第5話
翌日、ミーを迎えに来たチェドは、クルミの木の向かい側にある家に人が集まっているのが見えた。おかしいな、あそこは、誰も住んでいないはずなのに・・・。と思い、近づいてみたが、人がたくさんいて家の中まで見ることが、出来なかった。
「今度は、何て言ったの?」と、みんなと一緒に騒いでいる友達の、サナに聞いてみた。
「サナ、おはよう。何かあったの?みんな集まってるけれど。」
「おはよう。凄いのよ。今、光がバァってなって一人の男の子が、テーブルの上に現れたの。」
「えっ?新しい子が来たの?」
「そうよ。それがね、ちょっと変わってて何か変なことを言ってるの。だから、みんなどういう意味なのか、って話してるのよ。」
「変なことって?」
「何で僕のケーキなくなっちゃったの?とか。いろいろ言ってたんだけれど、最初泣いてて、凄かったから、あんまり言ってる事分からなかったの。今やっと泣き止んで、みんなと話せるようになってきたのよ。」
「へぇ、それで誰が世話するか、決まったの?」
「それが、本当ならあそこに立って泣いてるウィックおばさんが、家が隣だし、世話人になるはずなんだけれど、お気に入りの、リボンを汚されたのに、何で私が面倒見なくちゃいけないのよ?!って言って嫌がってるの。」
「リボン?そのぐらい洗えばいいじゃないか。」
「みんなも、そう言って慰めたんだけれど、納得しないのよ。」
「じゃあ、他に誰かいないの?」
「近所であと住んでいるのは、ミーだけなの。」
「ミー?!まさかミーに世話人になれなんて頼んだの?!」
「まだ、でも多分そうなるんじゃないかしら。コペおじいさんが、今、中で決めているはずよ。だから早くミー呼んできた方がいいと、思うわ。」と、サナが言い終わる前に、チェドは、ミーの家に駆け込んだ。
「ミー!!起きて!!大変なんだ。」と、叫びながら階段を登り、ミーの寝室のドアをたたいた。少ししてから、ドアがガチャッと開き、眠そうな顔をした、ミーが顔を出した。
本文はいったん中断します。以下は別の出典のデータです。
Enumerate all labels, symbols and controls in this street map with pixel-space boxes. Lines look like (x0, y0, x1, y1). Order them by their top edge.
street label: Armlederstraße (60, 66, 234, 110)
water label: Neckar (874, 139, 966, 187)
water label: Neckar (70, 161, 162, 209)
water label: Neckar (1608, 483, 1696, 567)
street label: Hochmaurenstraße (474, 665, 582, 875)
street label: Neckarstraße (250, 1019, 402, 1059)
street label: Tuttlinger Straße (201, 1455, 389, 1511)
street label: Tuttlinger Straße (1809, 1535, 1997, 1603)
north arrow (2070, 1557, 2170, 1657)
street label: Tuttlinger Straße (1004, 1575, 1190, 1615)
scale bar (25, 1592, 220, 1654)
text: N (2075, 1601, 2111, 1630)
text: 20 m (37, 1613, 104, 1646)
「朝から、どうしたの?私まだ着替えてもいないし、ご飯も食べてないの。もし、学校間に合わないなら、チェド先に行って。」
「あぁー、もう違うんだよ。学校が始まるまでには、まだ時間あるから、大丈夫だよ。僕が早く来ただけなんだ。」
「まだ早いならもう少し寝かせてよ。」
「だめだ。今すぐ着替えて、下に来て。」と、行ってチェドは、階段を下りていった。ミーは、文句を言いながらも、言うことを聞き、着替えてチェドの元へと急いだ。チェドは、
「朝ご飯は、後。まずは、僕について来て。」とだけ言い、ミーの手を引き外に出た
さっきよりも、人の数が増えている。間をかき分け、サナを探した。
「何?チェド。みんなどうしてこんなに集まっているの?」
「新しい子が来たんだ。」
「本当?!女の子?男の子?コペおじいちゃんは、もう来た?」と、やっと目が覚めたらしい、ミーがはしゃぎながら尋ねた。チェドは、小さくため息をつくと、今ミーが尋ねてきた質問の答えと、1番重要な事を、ミーに教えた。
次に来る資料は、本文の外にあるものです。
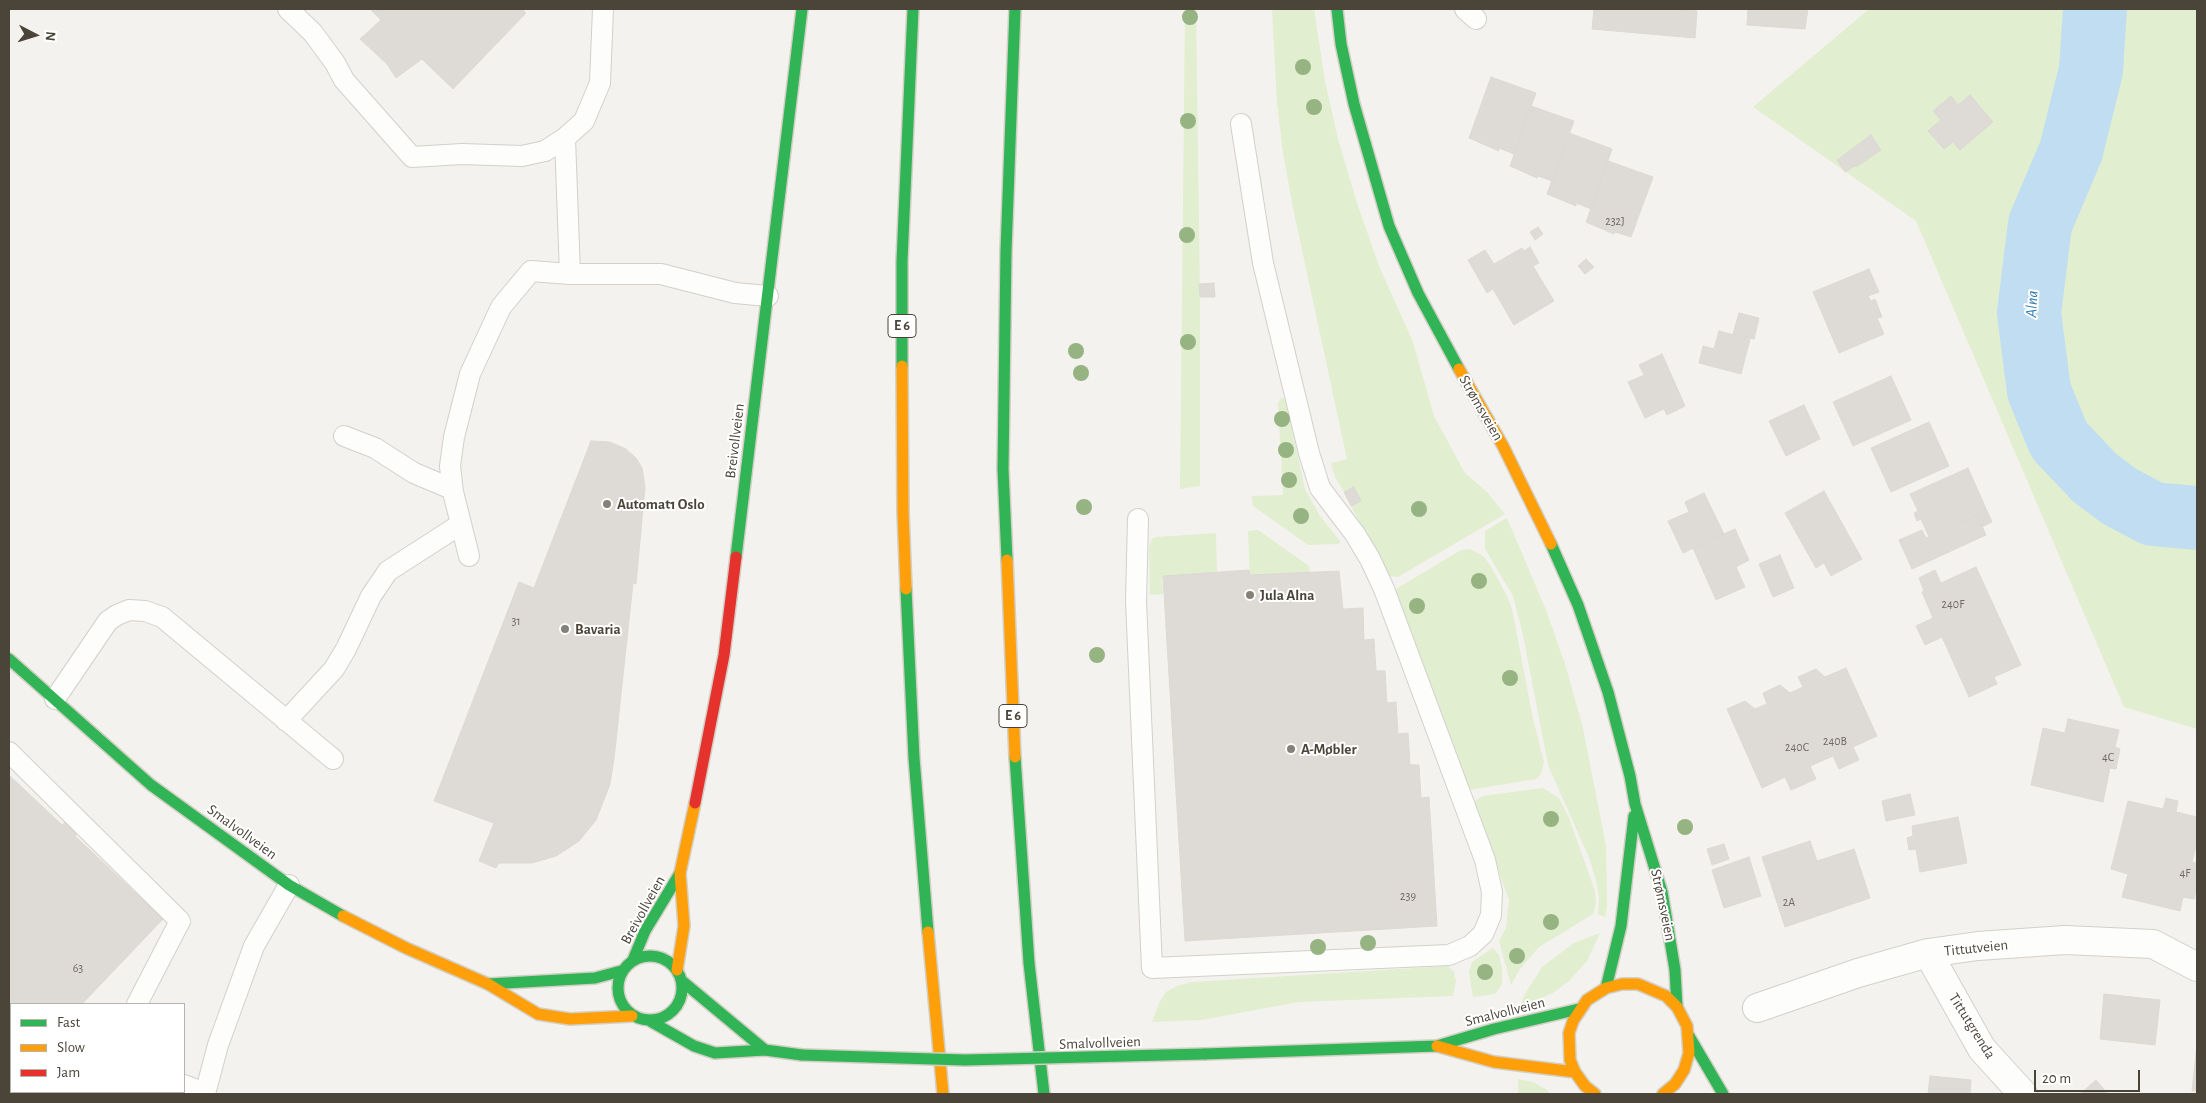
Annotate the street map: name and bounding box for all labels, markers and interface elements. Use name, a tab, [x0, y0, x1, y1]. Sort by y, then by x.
north arrow	[10, 10, 60, 60]
text: N	[43, 31, 57, 42]
house number: 232J	[1605, 214, 1625, 228]
water label: Alna	[2022, 290, 2042, 318]
road number: E 6	[888, 314, 916, 338]
street label: Strømsveien	[1455, 372, 1507, 444]
street label: Breivollveien	[721, 402, 749, 480]
place label: Automat1 Oslo	[617, 495, 705, 513]
marker: Automat1 Oslo	[601, 498, 613, 510]
place label: Jula Alna	[1260, 586, 1314, 604]
marker: Jula Alna	[1244, 589, 1256, 601]
house number: 240F	[1942, 597, 1964, 611]
house number: 31	[511, 614, 521, 628]
place label: Bavaria	[575, 620, 621, 638]
marker: Bavaria	[559, 623, 571, 635]
road number: E 6	[999, 704, 1027, 728]
house number: 240B	[1823, 734, 1847, 748]
place label: A-Møbler	[1301, 740, 1357, 758]
house number: 240C	[1785, 740, 1809, 754]
marker: A-Møbler	[1285, 743, 1297, 755]
house number: 4C	[2102, 750, 2114, 764]
street label: Smalvollveien	[204, 801, 280, 863]
house number: 4F	[2180, 866, 2190, 880]
street label: Strømsveien	[1647, 868, 1679, 942]
street label: Breivollveien	[617, 873, 669, 947]
house number: 239	[1400, 889, 1416, 903]
house number: 2A	[1783, 895, 1795, 909]
street label: Tittutveien	[1943, 936, 2009, 960]
house number: 63	[73, 961, 83, 975]
street label: Tittutgrenda	[1945, 990, 1999, 1062]
street label: Smalvollveien	[1463, 993, 1547, 1031]
legend	[10, 1003, 185, 1093]
text: Fast	[57, 1015, 80, 1030]
street label: Smalvollveien	[1059, 1033, 1141, 1053]
text: Slow	[57, 1040, 85, 1055]
scale bar	[2036, 1060, 2142, 1092]
text: Jam	[57, 1065, 80, 1080]
text: 20 m	[2042, 1071, 2071, 1086]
「ちょっと変わった男の子、好きな食べ物は、ケーキ。コペさんはもう来てるよ。それと、ミー、世話人候補のおばさんが、あぁ・・・、何ていうか、リボンが好きで泣いてて、世話人になるのを断ったんだ。その代わりに世話人になる確率が高いのが、ミーなんだよ。」
「えっ?世話人?ちょっと待って無理よ!私まだ学校に行ってるのよ?」
「そんな事、僕に言われても・・・あっ!!いた。サナ!!」チェドの声に気づいたサナは、早く来て、と手を振りながらジャンプした。
「ごめん。ミーに説明してて・・・」と、チェドはサナに謝った。
「私まだよく理解できてないの。本当に私が世話人になるの?!」ミーは、サナに早口で聞いた。